Exercise description: Transcribe the data exactly, omitting whatever pictures it holds.

[Dataset entries]
────────────────────────────────────────
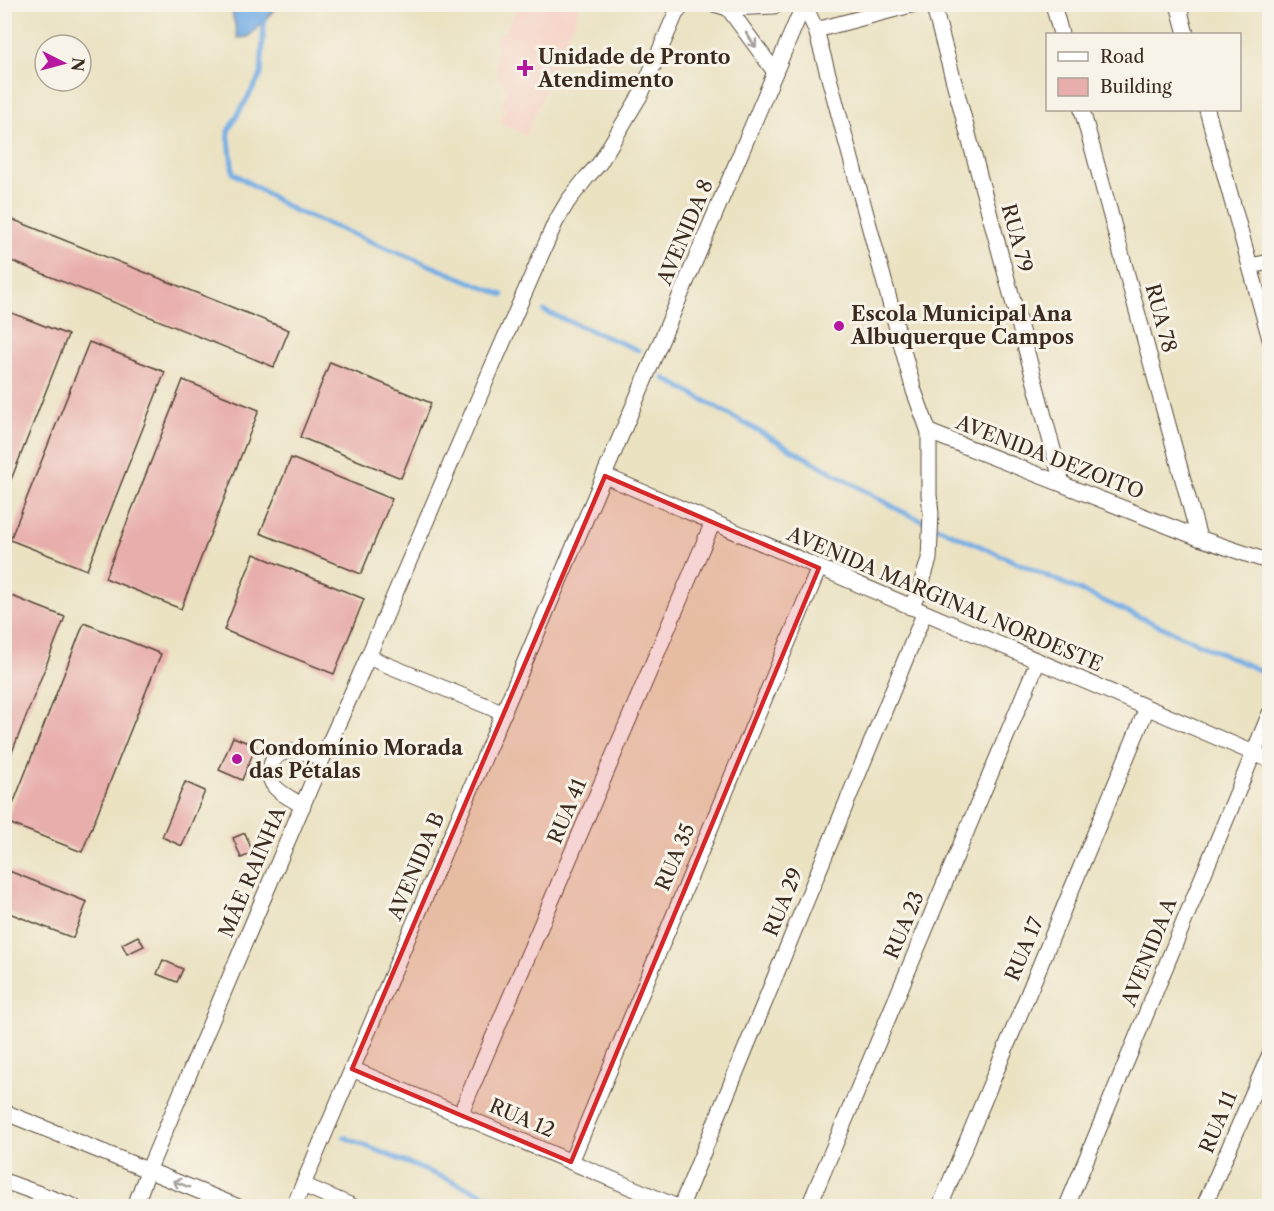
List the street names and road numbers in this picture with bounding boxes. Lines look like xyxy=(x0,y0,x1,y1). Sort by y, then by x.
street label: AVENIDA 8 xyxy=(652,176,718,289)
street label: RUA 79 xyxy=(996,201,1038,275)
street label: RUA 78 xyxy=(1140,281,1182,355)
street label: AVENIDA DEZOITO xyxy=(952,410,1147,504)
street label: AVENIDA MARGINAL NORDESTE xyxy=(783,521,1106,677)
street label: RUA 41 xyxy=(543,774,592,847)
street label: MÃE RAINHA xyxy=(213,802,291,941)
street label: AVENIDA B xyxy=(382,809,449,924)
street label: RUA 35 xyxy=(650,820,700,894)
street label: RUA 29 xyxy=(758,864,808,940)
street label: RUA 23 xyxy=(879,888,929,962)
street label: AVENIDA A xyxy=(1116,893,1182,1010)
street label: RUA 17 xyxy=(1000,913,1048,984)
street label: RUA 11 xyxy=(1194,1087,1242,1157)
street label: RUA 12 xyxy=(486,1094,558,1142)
────────────────────────────────────────
Worked solution:
List the street names and road numbers in this picture with bounding boxes. Lines look like xyxy=(x0,y0,x1,y1). Sort by y, then by x.
street label: AVENIDA 8 xyxy=(652,176,718,289)
street label: RUA 79 xyxy=(996,201,1038,275)
street label: RUA 78 xyxy=(1140,281,1182,355)
street label: AVENIDA DEZOITO xyxy=(952,410,1147,504)
street label: AVENIDA MARGINAL NORDESTE xyxy=(783,521,1106,677)
street label: RUA 41 xyxy=(543,774,592,847)
street label: MÃE RAINHA xyxy=(213,802,291,941)
street label: AVENIDA B xyxy=(382,809,449,924)
street label: RUA 35 xyxy=(650,820,700,894)
street label: RUA 29 xyxy=(758,864,808,940)
street label: RUA 23 xyxy=(879,888,929,962)
street label: AVENIDA A xyxy=(1116,893,1182,1010)
street label: RUA 17 xyxy=(1000,913,1048,984)
street label: RUA 11 xyxy=(1194,1087,1242,1157)
street label: RUA 12 xyxy=(486,1094,558,1142)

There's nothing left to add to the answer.